TASK BRIEF → State the number of lines with "label" in the listing, leaving out everything else.

SUPPLIED RECORDS →
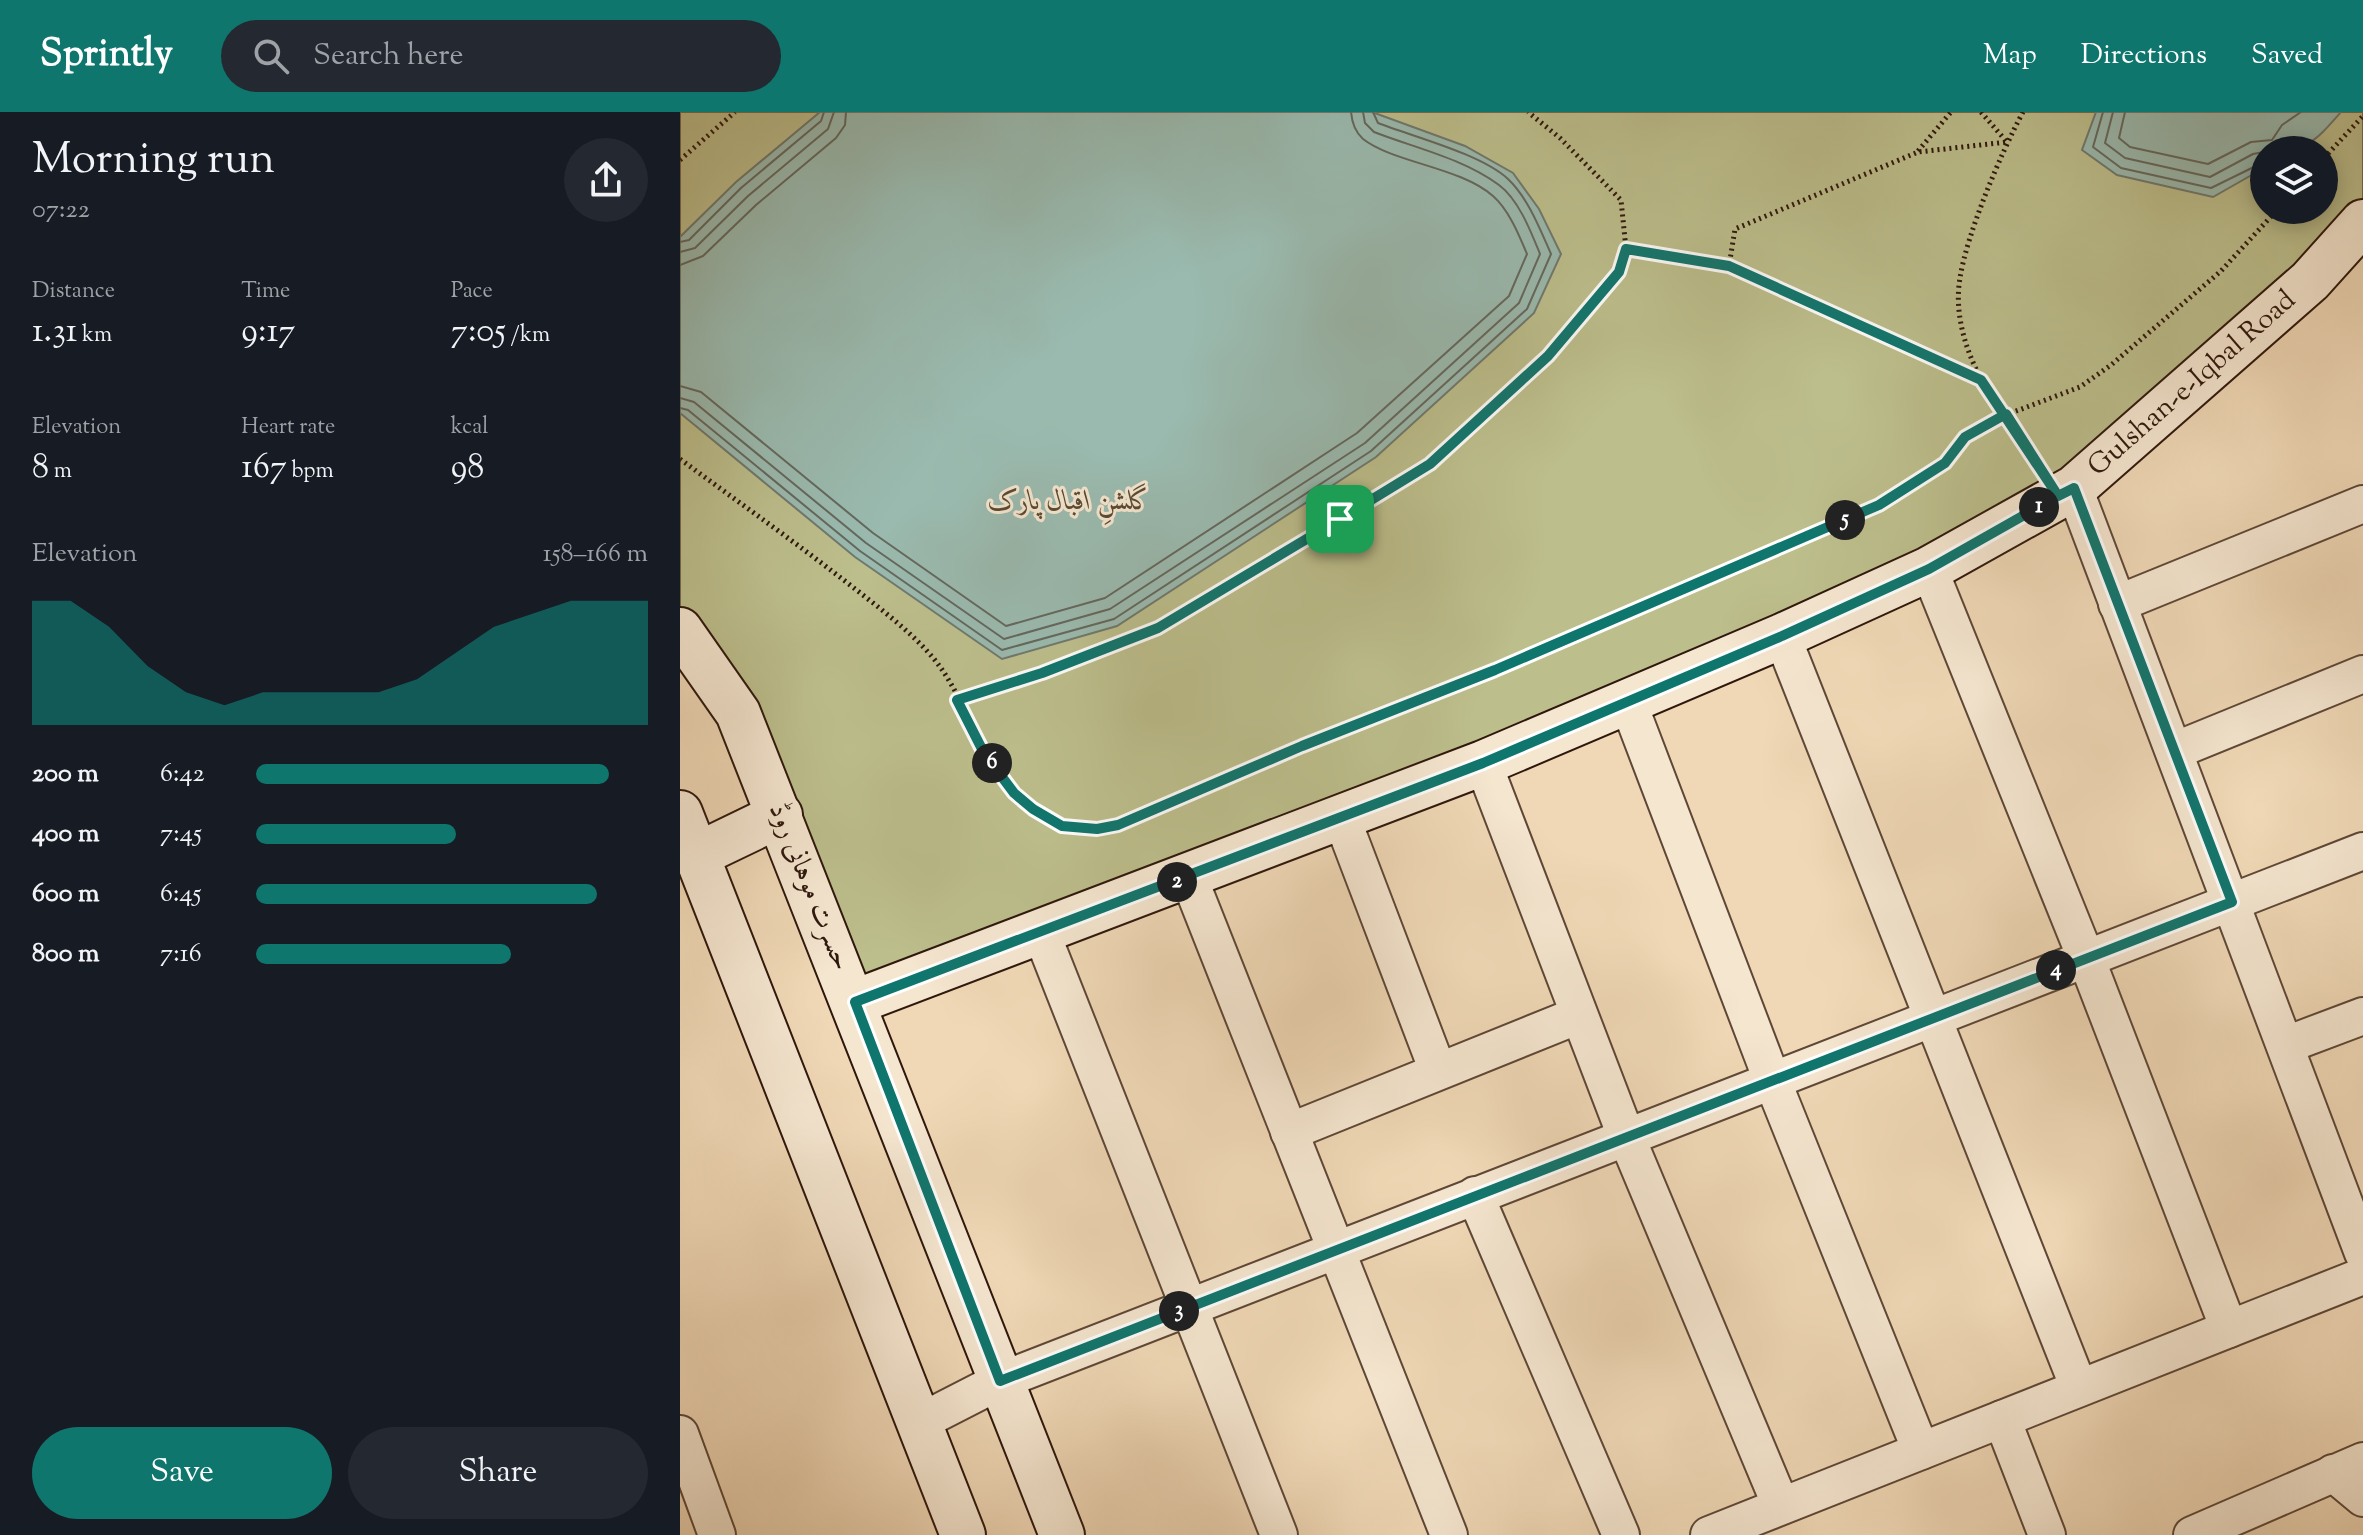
<!DOCTYPE html>
<html lang="en">
<head>
<meta charset="utf-8">
<style>
	body { margin:0; font-family:"Sorts Mill Goudy",Amiri,serif; background:#242831; color:#f1f3f6; height:100vh; display:flex; flex-direction:column; font-size:30px; white-space:nowrap }
	* { box-sizing:border-box; margin:0 }
	p { font-size:26px; color:#9ea1a6 }
	.icon { flex:none; width:44px; height:44px; fill:none; stroke:currentColor; stroke-width:2; stroke-linecap:round; stroke-linejoin:round }
	.map { position:relative; flex:1; overflow:hidden }
	.details { display:flex; flex-direction:column; background:#171b24; width:680px }
	.details>* { flex:none }
	.buttons { position:absolute; left:1570px; top:24px; display:grid; gap:16px }
	.buttons a { display:grid; place-items:center; width:88px; height:88px; border-radius:50%; background:#171b24; box-shadow:0 4px 20px #0003; font-size:40px }
	.pin { position:absolute; display:grid; place-items:center; width:68px; height:68px; color:#fff; margin:-34px; border-radius:16px; box-shadow:0 4px 12px #0006 }
	.km { position:absolute; width:40px; height:40px; margin:-20px; border-radius:50%; background:#222; color:#fff; font-size:22px; line-height:40px; text-align:center }
	.round { display:grid; place-items:center; flex:none; width:84px; height:84px; border-radius:42px; background:#242831 }
	.head { display:flex; align-items:center; justify-content:space-between; height:136px; padding:0 32px }
	h1 { font-size:44px; font-weight:600; line-height:60px }
	.stats { display:grid; grid-template-columns:repeat(3,1fr); gap:12px; height:136px; padding:8px 32px }
	.stats div { display:grid; align-content:center }
	.stats b { font-size:34px; font-weight:600 }
	.stats small { font-size:22px; font-weight:400 }
	.stats p { font-size:22px }
	.chart { height:224px; padding:16px 32px }
	.chart p { display:flex; justify-content:space-between }
	.chart svg { width:100%; height:144px; margin-top:8px; fill:#0f766e; opacity:.7 }
	.action { display:flex; gap:16px; margin-top:auto; padding:16px 32px }
	.action a { flex:1; height:92px; border-radius:48px; background:#0f766e; color:#fff; font-size:32px; font-weight:600; line-height:92px; text-align:center }
	.action a+a { background:#242831; color:#f1f3f6 }
	ul { padding:0 32px; list-style:none; font-size:26px }
	li { display:grid; grid-template-columns:128px 96px 1fr; align-items:center; height:60px }
	li i { height:20px; border-radius:10px; background:#0f766e }
	header { display:flex; align-items:center; gap:48px; box-sizing:border-box; height:112px; padding:0 40px; background:#0f766e; color:#fff }
	header strong { font-size:38px }
	nav { display:flex; gap:44px; margin-inline-start:auto; font-size:28px }
	.search { width:560px; height:72px; background:#242831; display:flex; align-items:center; gap:20px; box-sizing:border-box; padding:0 28px; border-radius:44px; color:#9ea1a6; font-size:30px }
	main { display:flex; flex:1; min-height:0 }
	.map>svg:first-child { display:block }
</style>
</head>
<body>
<header>
<strong>Sprintly</strong>
<div class="search"><svg class="icon" aria-label="search" viewBox="0 0 24 24"><circle cx="10" cy="10" r="6"/><path d="M15 15l6 6"/></svg>Search here</div>
<nav><a>Map</a><a>Directions</a><a>Saved</a></nav>
</header>
<main>
<section class="details">
<div class="head"><div><h1>Morning run</h1><p>07:22</p></div><a class="round"><svg class="icon" aria-label="share" viewBox="0 0 24 24"><path d="M12 15V3M7 8l5-5 5 5M5 13v7h14v-7"/></svg></a></div>
<div class="stats">
<div><p>Distance</p><b>1.31<small> km</small></b></div>
<div><p>Time</p><b>9:17</b></div>
<div><p>Pace</p><b>7:05<small> /km</small></b></div>
</div>
<div class="stats">
<div><p>Elevation</p><b>8<small> m</small></b></div>
<div><p>Heart rate</p><b>167<small> bpm</small></b></div>
<div><p>kcal</p><b>98</b></div>
</div>
<div class="chart"><p><span>Elevation</span>158–166 m</p>
<svg viewBox="0 0 160 44" preserveAspectRatio="none"><path d="M0 44V6L10 6L20 14L30 26L40 34L50 38L60 34L70 34L80 34L90 34L100 30L110 22L120 14L130 10L140 6L150 6L160 6V44z"/></svg>
</div>
<ul>
<li><b>200 m</b>6:42<i style="width:90%"></i></li>
<li><b>400 m</b>7:45<i style="width:51%"></i></li>
<li><b>600 m</b>6:45<i style="width:87%"></i></li>
<li><b>800 m</b>7:16<i style="width:65%"></i></li>
</ul>
<div class="action"><a>Save</a><a>Share</a></div>
</section>
<div class="map">
<svg width="1683" height="1423" viewBox="0 0 1683 1423">
	<rect width="100%" height="100%" fill="#f0d8b6"/>
	<filter id="stains"><feTurbulence type="fractalNoise" baseFrequency=".0025" numOctaves="4"/><feColorMatrix values="0 0 0 0 .2 0 0 0 0 .09 0 0 0 0 .02 0 0 0 .5 -.17"/></filter>
	<radialGradient id="worn" r=".72"><stop offset=".6" stop-color="#630" stop-opacity="0"/><stop offset="1" stop-color="#630" stop-opacity=".3"/></radialGradient>
	<path fill="#bcbe8c" stroke="#756a4c" stroke-width="2" fill-rule="evenodd" d="M0,0h1683v109l-289,267 -591,275 -628,239 -175,-372zM1584,38h60v60h-60z"/>
	<g fill="#9abaaf" stroke="#6f796e" stroke-width="2">
		<polygon points="140,0 692,0 785,34 833,61 859,97 881,142 854,201 696,345 437,514 322,547 175,445 0,301 0,125 56,70"/>
		<path d="M1416,0h245c-29,33 -33,38 -77,38v18l-51,29 -96,-22 -35,-25z"/>
	</g>
	<g fill="none" stroke-linecap="round" stroke-linejoin="round">
		<g stroke="#64685e" stroke-width="2">
			<polyline points="1423,0 1413,35 1441,56 1531,76 1584,50"/>
			<polyline points="1433,0 1425,31 1445,46 1530,65 1573,42 1584,40"/>
			<polyline points="1445,0 1439,26 1450,35 1528,52 1571,30 1592,28 1602,13 1621,0"/>
			<polyline points="0,130 9,128 61,76 141,9 144,0"/>
			<polyline points="0,140 15,136 68,84 148,17 154,0"/>
			<polyline points="0,153 23,144 76,93 156,26 165,13 166,0"/>
			<path d="M0,274l21,6 172,141 133,93 99,-28 252,-165 152,-137 18,-42c-8,-19 -18,-44 -34,-58 -33,-29 -99,-33 -130,-57 -8,-7 -11,-16 -12,-27"/>
			<path d="M0,286l14,4 172,141 138,96 106,-30 255,-166 154,-140 21,-49c-9,-22 -21,-54 -41,-69 -37,-27 -84,-37 -125,-53l-9,-9 -2,-11"/>
			<path d="M0,296l8,2 172,141 142,99 112,-31 257,-168 156,-142 24,-55c-11,-25 -23,-56 -43,-75 -27,-25 -94,-42 -130,-56l-5,-11"/>
		</g>
		<g stroke="#5e4737" stroke-width="40">
			<g id="street">
				<polyline points="1394,376 1683,1141"/>
				<polyline points="1249,457 1406,846 1549,1217"/>
				<polyline points="1437,492 1683,392"/>
				<polyline points="1102,524 1399,1276"/>
				<polyline points="948,590 1092,968 1241,1339"/>
				<polyline points="1494,639 1683,562"/>
				<polyline points="803,651 946,1024 1101,1394"/>
				<polyline points="662,707 758,959"/>
				<polyline points="509,766 769,1423"/>
				<polyline points="361,820 599,1423"/>
				<polyline points="1606,933 1683,904"/>
				<polyline points="609,1020 899,903"/>
				<polyline points="795,1083 941,1423"/>
				<polyline points="1322,1307 1367,1423"/>
				<polyline points="240,1310 320,1269 1683,739"/>
				<polyline points="0,1322 37,1423"/>
				<polyline points="1653,1361 1683,1386"/>
				<polyline points="1029,1423 1683,1164"/>
				<polyline points="1512,1423 1683,1349"/>
			</g>
		</g>
		<g stroke="#2e170d" stroke-width="48">
			<g id="secondary">
				<polyline points="0,518 58,601 382,1423"/>
				<polyline points="0,701 283,1423"/>
				<polyline points="17,743 100,703"/>
				<path id="s1" d="M175,890l628,-239 299,-127 147,-67 145,-81 236,-207 53,-59"/>
			</g>
		</g>
		<g stroke="#2e170d" stroke-width="5" stroke-dasharray="2 4" stroke-linecap="butt">
			<polyline points="1301,0 1326,29"/>
			<path d="M1343,0c-22,41 -56,121 -63,166 -6,34 5,71 21,101 16,30 40,58 58,87"/>
			<polyline points="1238,39 1271,0"/>
			<polyline points="1644,46 1683,4"/>
			<polyline points="0,48 55,0"/>
			<polyline points="946,137 1049,154 1055,117 1238,40 1327,30"/>
			<polyline points="1049,154 1300,267"/>
			<path d="M0,347c57,42 115,83 170,126 27,21 55,42 78,67 47,51 53,134 123,170 36,18 76,0 110,-14l718,-303 66,-42 20,-26 22,-15 93,-35 31,-22 110,-94 56,-61"/>
			<polyline points="277,588 362,561 478,516 750,352 868,244 939,160 946,137 941,88 880,26 848,0"/>
		</g>
		<use href="#street" stroke="#f5e6d0" stroke-width="36"/>
		<use href="#secondary" stroke="#f5e6d0" stroke-width="44"/>
	</g>
	<g fill="none" stroke-linecap="round" stroke-linejoin="round">
		<g stroke="#fff" stroke-width="16">
			<polyline id="route" points="660,407 750,352 868,244 939,160 946,137 1049,154 1301,268 1378,384 1249,457 1102,524 803,651 175,890 320,1269 1552,790 1394,376 1378,384 1326,302 1285,325 1265,351 1199,393 815,558 622,634 438,713 417,717 382,714 353,697 334,681 304,641 277,588 362,561 478,516 660,407"/>
		</g>
		<use href="#route" stroke="#0f766e" stroke-width="10"/>
	</g>
	<g text-anchor="middle" dominant-baseline="central" stroke-width="6" stroke-linejoin="round" paint-order="stroke">
		<g font-size="28" fill="#2e170d" stroke="#f5e6d0">
			<text stroke="none"><textPath href="#s1" startOffset="1482">Gulshan-e-Iqbal Road</textPath></text>
			<text transform="translate(129 775) rotate(68)">حسرت موہانی روڈ</text>
		</g>
		<g font-size="28" font-style="italic" fill="#594933" stroke="#f5e6d0">
			<text x="390" y="390">گلشنِ اقبال پارک</text>
		</g>
	</g>
	<rect width="100%" height="100%" filter="url(#stains)"/>
	<rect width="100%" height="100%" fill="url(#worn)"/>
</svg>
<div class="buttons">
<a><svg class="icon" aria-label="layers" viewBox="0 0 24 24"><path d="M12 4l9 5-9 5-9-5zM3 14l9 5 9-5"/></svg></a>
</div>
<div class="pin" style="left:660px;top:407px;background:#1e9e55"><svg class="icon" aria-label="arrive" viewBox="0 0 24 24"><path d="M6 21V4h12l-3 4 3 4H6"/></svg></div>
<b class="km" style="left:1359px;top:395px">1</b>
<b class="km" style="left:497px;top:770px">2</b>
<b class="km" style="left:499px;top:1199px">3</b>
<b class="km" style="left:1376px;top:858px">4</b>
<b class="km" style="left:1165px;top:408px">5</b>
<b class="km" style="left:312px;top:651px">6</b>
</div>
</main>
</body>
</html>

SOLVED EXERCISE → 4